> **YOUR ASSIGNMENT**:
If a line of the data below holds the string "rule", copy it.

[Opening RECORDS FOR THIS EXERCISE section]

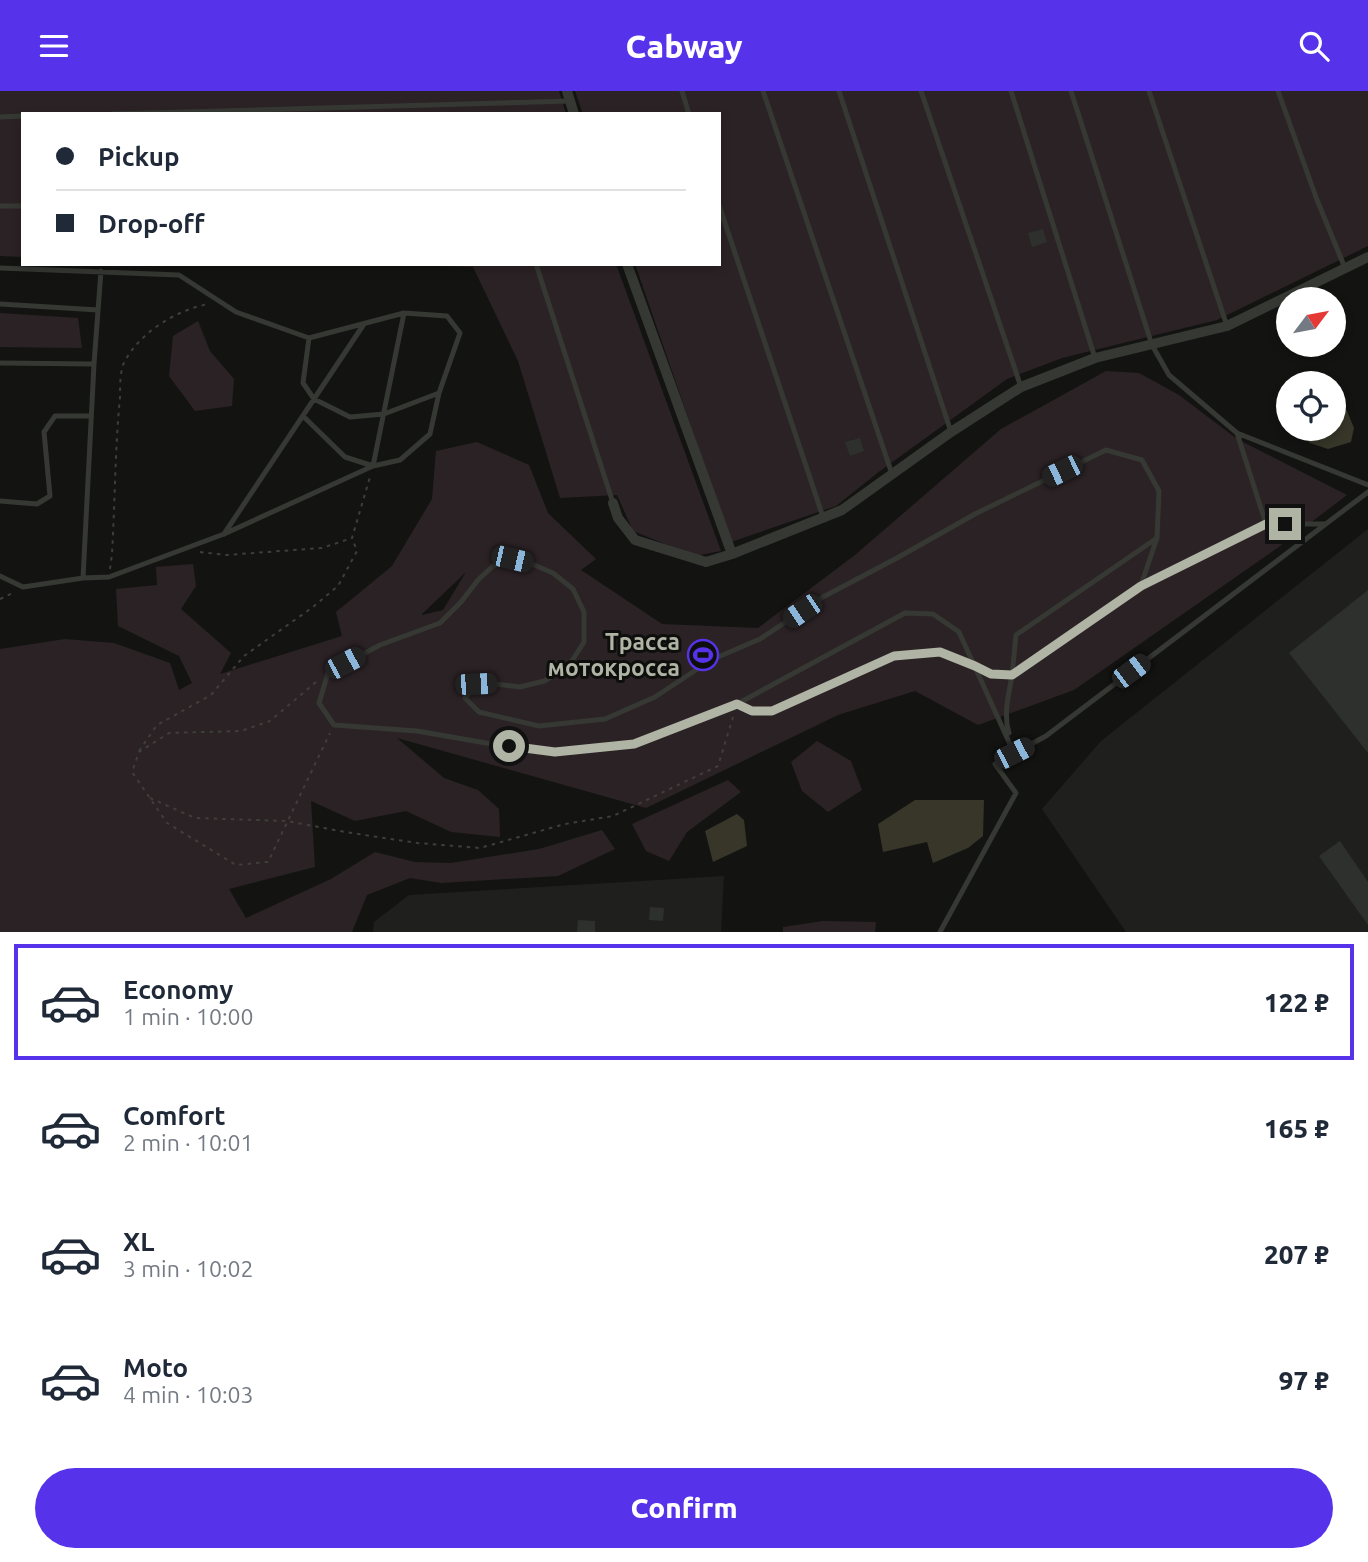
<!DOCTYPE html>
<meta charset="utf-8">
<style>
:root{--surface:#fff;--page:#f2f2f3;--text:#1f2937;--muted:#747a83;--line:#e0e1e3;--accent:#5633eb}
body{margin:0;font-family:Ubuntu,sans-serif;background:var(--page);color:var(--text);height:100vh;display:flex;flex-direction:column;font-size:26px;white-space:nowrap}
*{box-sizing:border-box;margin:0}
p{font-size:23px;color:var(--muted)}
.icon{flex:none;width:38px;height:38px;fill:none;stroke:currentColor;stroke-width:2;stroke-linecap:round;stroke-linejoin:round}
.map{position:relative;height:841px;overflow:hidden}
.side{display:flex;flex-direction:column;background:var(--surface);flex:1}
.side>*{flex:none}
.guide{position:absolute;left:21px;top:21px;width:700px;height:154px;border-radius:0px;box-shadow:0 4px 10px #0003;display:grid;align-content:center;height:154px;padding:0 35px;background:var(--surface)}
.needle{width:46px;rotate:58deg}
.controls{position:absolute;left:1276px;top:196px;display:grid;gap:14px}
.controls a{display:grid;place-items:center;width:70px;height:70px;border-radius:50%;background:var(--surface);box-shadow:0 4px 10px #0003;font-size:35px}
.end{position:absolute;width:32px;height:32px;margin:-16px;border:9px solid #b0b4a4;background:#111;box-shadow:0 0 0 4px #111}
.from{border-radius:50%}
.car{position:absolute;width:21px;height:42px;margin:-21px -10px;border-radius:9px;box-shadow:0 0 5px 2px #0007;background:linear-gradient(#222 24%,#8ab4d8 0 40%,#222 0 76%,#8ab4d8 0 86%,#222 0)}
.guide b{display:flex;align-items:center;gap:24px;height:66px;font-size:26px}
.guide b+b{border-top:2px solid var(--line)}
.guide i{width:18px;height:18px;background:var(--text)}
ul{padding:12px 0 0;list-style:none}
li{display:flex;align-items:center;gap:21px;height:116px;margin:0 14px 10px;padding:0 21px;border:4px solid transparent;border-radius:0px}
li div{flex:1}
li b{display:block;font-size:26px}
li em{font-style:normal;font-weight:800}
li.selected{border-color:var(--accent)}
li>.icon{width:63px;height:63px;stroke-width:1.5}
.primary-button{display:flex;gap:14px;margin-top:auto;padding:14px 35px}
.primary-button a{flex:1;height:80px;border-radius:42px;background:var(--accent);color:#fff;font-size:28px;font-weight:800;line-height:80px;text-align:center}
header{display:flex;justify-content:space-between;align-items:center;height:91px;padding:0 35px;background:var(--accent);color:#fff;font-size:32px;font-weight:800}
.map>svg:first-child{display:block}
.built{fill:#1f201e}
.green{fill:#2b2225;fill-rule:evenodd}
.water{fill:#373629}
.building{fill:#2e302d}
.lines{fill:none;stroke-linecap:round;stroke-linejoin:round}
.path{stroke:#3e3f39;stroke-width:2;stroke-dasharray:3.5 5;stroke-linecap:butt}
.lane{stroke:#363833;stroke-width:5}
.street{stroke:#363833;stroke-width:10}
.route{stroke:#b0b4a4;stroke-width:9}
.labels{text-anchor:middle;stroke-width:6;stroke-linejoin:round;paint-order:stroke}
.poi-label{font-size:23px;font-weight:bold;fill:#b0b4a4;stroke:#0e0f0d;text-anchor:end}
</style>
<header><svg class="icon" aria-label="menu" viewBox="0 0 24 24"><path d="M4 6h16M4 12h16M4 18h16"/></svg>Cabway<svg class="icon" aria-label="search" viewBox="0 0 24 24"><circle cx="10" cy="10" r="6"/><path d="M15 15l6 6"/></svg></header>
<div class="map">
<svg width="1368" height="841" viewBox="0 0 1368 841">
<rect width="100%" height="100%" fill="#131412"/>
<!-- built -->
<path class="built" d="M1368 438V841H1126L1042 718 1101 650Z
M724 785 721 841H373L374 831 409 804Z"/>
<!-- green -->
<path class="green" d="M0 0H559L566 23H23V166L0 165Z
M575 0H1368V155L1217 229 1062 267 1007 288 880 380 836 415 731 451 635 173H719V23H583Z
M370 173H616L721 460 695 465 633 440 617 404 560 407 518 270 473 176Z
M0 222 78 227 82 257 0 256Z
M198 230 210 260 234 288 232 315 195 320 169 285 173 245Z
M1106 280 1139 282 1179 304 1237 348 1347 404 1276 458 1074 599 978 634 915 600 838 624 646 717 397 647 444 687 478 699 499 718 500 746 451 741 406 720 355 730 311 710 315 776 229 798 246 827 331 788 375 761 415 771 451 772 539 758 602 739 615 758 558 785 441 792 410 787 367 804 352 841H0V558L65 548 114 552 170 572 179 599 192 592 179 565 118 535 116 498 157 494 156 476 193 473 196 495 181 518 231 562 220 583 342 545 336 521 392 475 432 408 436 360 477 351 529 374 548 422 596 468 581 479 662 533 758 537 855 464 1001 338ZM466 481 443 519 422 524V523Z
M817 650 851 670 862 699 828 721 802 700 791 671Z
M728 689 741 701 687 741 669 770 646 760 632 733Z
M823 830 876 831 875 841H783V836Z"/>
<!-- water -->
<path class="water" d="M1334 310 1345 315 1354 337 1351 351 1328 358 1310 352 1294 338H1334Z
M915 709H984L983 745 968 757 933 772 927 751 883 761 878 733Z
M737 723 744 729 747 755 713 771 705 740Z"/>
<!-- building -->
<path class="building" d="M1043 138 1047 151 1032 156 1028 142Z
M860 347 864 360 850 365 845 351Z
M1368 499V662L1289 562Z
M1340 750 1368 791V834L1319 765Z
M650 816 664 817 663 830 649 829Z
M578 829 595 830V841H577Z"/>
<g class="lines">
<!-- path -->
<path class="path" d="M200 461 226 464 322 457 352 447 370 386
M110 478 112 463C115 411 115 358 120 306 120 296 120 283 123 274 137 243 176 219 208 213
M0 508 15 501
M316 591 270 630 241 640 169 642 139 661 132 681 167 732 236 774 268 771 330 642
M139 660 157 634 211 604 244 565 313 516 338 495 357 460 352 447
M150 707 195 727 287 730 345 741 417 752 480 757 565 733 613 725 718 675 734 623"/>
<!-- lane -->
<path class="lane" d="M682 0 689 23
M763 0 892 383
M839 0 951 341
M921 0 1021 296
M1011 0 1095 267
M1071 0 1152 254 1169 284 1237 342 1368 394
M1149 0 1227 235
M1278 0 1317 109 1345 177
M112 23 570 10
M0 26 23 25
M719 114 823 426
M0 115H23
M536 173 613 412
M0 177 179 184 236 221 309 247 404 222
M0 213 98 219
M0 272 94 273
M303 325 345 366 373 375 400 369 430 343 439 302
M1237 342 1266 433
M0 410 37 413 50 405 44 341 55 325H91
M224 443 364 233
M0 485 23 496 83 487 109 486 224 443 373 375 404 222 447 225 460 242 439 302 384 323 350 326 314 308 303 292 309 247
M83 487 94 273 101 180
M1141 494 1157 447
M737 613 752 620H772L894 565 940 561 975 575 991 584H1012L1016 544 1157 447 1159 400 1142 369 1106 359 975 423 897 467 823 506 760 548 711 569 655 606 605 628 539 635 479 621 465 607 476 593H495L520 596 544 590 568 576 584 551V521L573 498 553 482 532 473 512 468 493 475 478 489 461 511 440 532 380 554 328 582 319 612 334 634 417 640 486 652 555 661 634 653 737 613 905 522 933 523 959 541 1014 662
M1009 642C1003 623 1009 603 1012 584L1141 495 1266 433H1325
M940 841 1016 702 995 673 1046 645 1368 401"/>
<!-- street -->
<path class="street" d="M567 0 574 23
M627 173 732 463 842 419 951 341 1021 296 1095 267 1227 235 1368 166
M613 412 618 427 635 449 706 471 732 463"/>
</g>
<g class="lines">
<!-- route -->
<path class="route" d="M509 655 555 661 634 653 737 613 752 620H772L894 565 940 561 975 575 991 583 1012 584 1141 495 1266 433H1285"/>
</g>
<!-- icons -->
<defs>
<g id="stadium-ring" transform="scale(1.575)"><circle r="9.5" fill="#0e0f0d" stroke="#5633eb" stroke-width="1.5"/><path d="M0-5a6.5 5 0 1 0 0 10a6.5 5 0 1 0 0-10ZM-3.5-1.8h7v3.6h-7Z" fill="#5633eb"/></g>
</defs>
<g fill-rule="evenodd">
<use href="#stadium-ring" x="703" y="564"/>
</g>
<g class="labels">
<!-- poi labels -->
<g class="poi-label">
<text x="680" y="559">Трасса<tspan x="680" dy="26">мотокросса</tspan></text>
</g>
</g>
</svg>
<div class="controls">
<a><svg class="needle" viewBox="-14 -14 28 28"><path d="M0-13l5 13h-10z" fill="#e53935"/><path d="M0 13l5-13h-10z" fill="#747a83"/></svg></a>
<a><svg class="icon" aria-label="locate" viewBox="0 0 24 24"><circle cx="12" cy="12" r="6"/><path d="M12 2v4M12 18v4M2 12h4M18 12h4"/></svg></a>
</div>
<i class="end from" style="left:509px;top:655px"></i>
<i class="end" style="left:1285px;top:433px"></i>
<i class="car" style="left:1062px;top:380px;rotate:244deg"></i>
<i class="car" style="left:512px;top:468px;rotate:103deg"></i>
<i class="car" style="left:802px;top:520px;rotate:236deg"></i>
<i class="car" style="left:345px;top:572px;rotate:62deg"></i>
<i class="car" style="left:1131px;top:580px;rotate:53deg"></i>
<i class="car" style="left:476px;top:593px;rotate:88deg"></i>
<i class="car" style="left:1014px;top:662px;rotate:63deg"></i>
<div class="guide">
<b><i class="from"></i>Pickup</b>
<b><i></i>Drop-off</b>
</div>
</div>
<section class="side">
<ul>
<li class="selected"><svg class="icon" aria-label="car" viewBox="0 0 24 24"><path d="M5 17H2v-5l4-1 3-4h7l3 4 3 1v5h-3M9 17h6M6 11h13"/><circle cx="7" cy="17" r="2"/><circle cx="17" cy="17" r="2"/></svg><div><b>Economy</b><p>1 min · 10:00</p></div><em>122 ₽</em></li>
<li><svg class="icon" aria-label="car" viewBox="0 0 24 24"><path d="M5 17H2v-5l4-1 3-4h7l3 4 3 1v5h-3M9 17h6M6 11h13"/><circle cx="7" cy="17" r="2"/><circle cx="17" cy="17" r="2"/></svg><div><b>Comfort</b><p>2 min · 10:01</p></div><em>165 ₽</em></li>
<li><svg class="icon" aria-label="car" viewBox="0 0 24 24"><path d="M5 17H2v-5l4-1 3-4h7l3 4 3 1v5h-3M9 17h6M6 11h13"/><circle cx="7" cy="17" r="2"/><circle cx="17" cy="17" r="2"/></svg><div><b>XL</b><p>3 min · 10:02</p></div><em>207 ₽</em></li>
<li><svg class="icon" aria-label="car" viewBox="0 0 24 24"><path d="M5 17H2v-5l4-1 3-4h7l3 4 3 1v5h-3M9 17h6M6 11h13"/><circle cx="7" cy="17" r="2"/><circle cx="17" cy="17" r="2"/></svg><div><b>Moto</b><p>4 min · 10:03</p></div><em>97 ₽</em></li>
</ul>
<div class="primary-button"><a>Confirm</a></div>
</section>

[Closing RECORDS FOR THIS EXERCISE section]

> **EXERCISE OUTPUT**:
.green{fill:#2b2225;fill-rule:evenodd}
<g fill-rule="evenodd">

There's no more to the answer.